▶ Records supplied:
::::
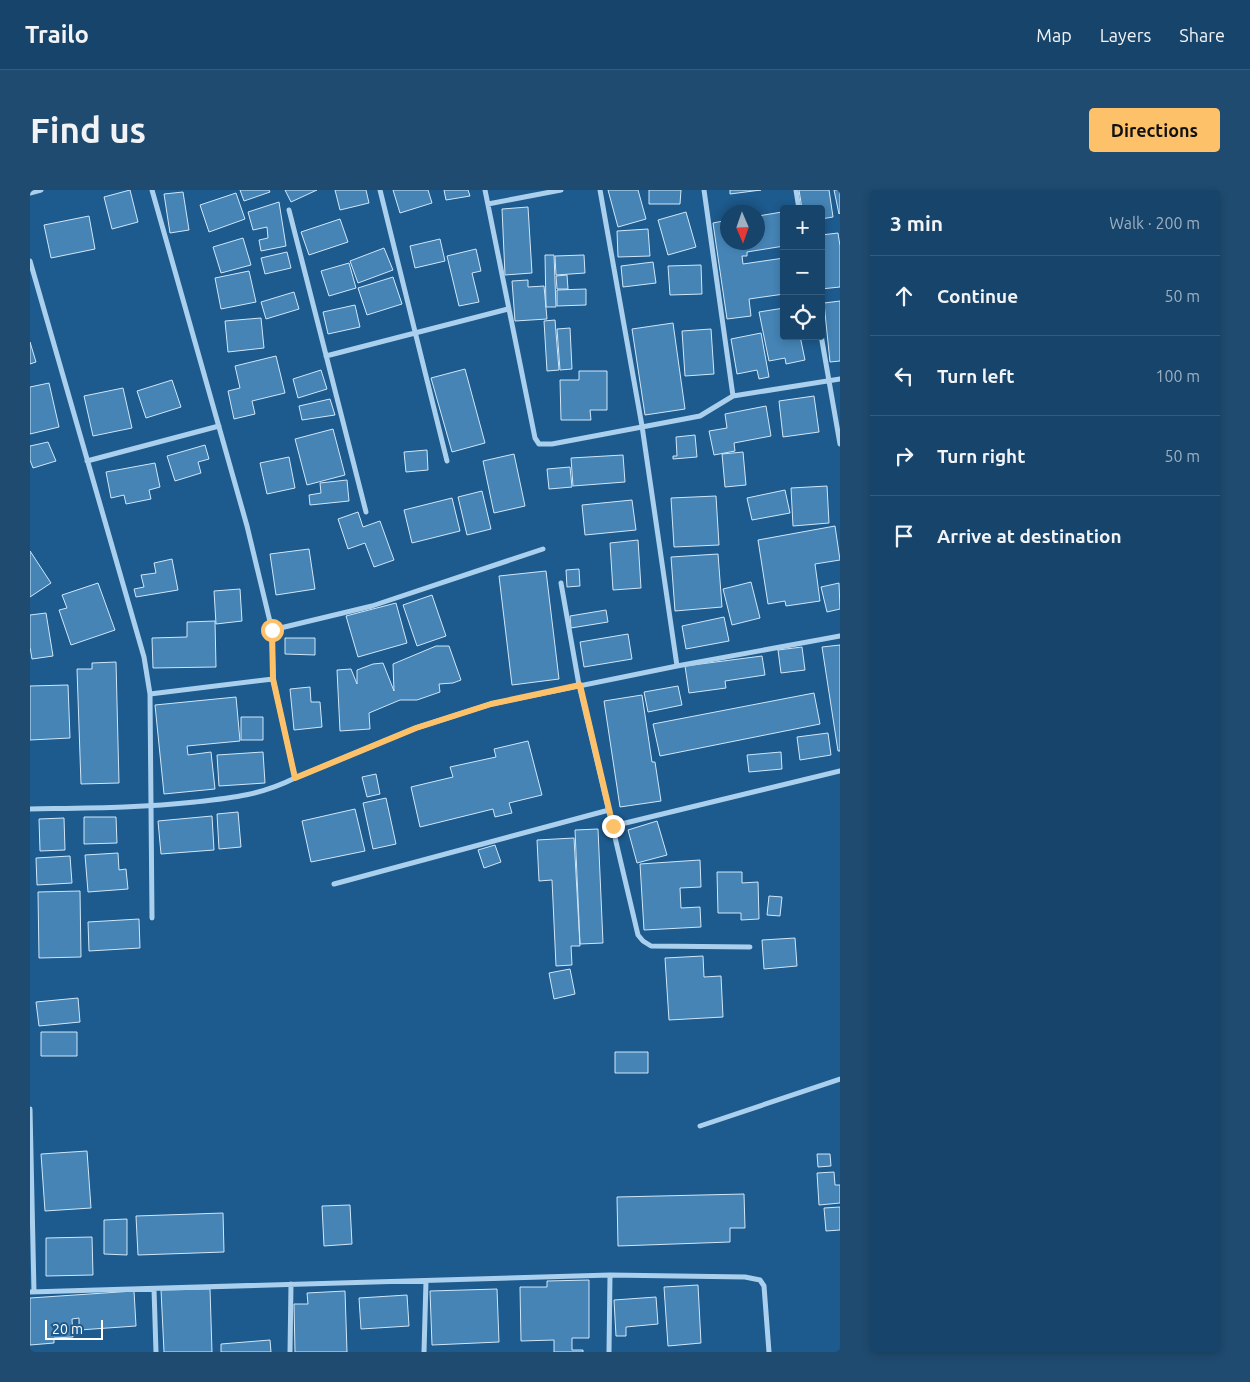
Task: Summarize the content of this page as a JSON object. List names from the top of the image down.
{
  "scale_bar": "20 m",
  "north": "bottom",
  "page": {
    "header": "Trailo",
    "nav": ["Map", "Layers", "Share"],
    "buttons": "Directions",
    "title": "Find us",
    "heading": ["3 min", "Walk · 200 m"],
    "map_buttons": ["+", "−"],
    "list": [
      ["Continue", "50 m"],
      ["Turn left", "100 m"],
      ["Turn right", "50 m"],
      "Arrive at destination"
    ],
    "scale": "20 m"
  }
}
::::
Type out each line of the records above exactly, skipping any pictures.

▶ Expected answer:
Task: Summarize the content of this page as a JSON object. List names from the top of the image down.
{
  "scale_bar": "20 m",
  "north": "bottom",
  "page": {
    "header": "Trailo",
    "nav": ["Map", "Layers", "Share"],
    "buttons": "Directions",
    "title": "Find us",
    "heading": ["3 min", "Walk · 200 m"],
    "map_buttons": ["+", "−"],
    "list": [
      ["Continue", "50 m"],
      ["Turn left", "100 m"],
      ["Turn right", "50 m"],
      "Arrive at destination"
    ],
    "scale": "20 m"
  }
}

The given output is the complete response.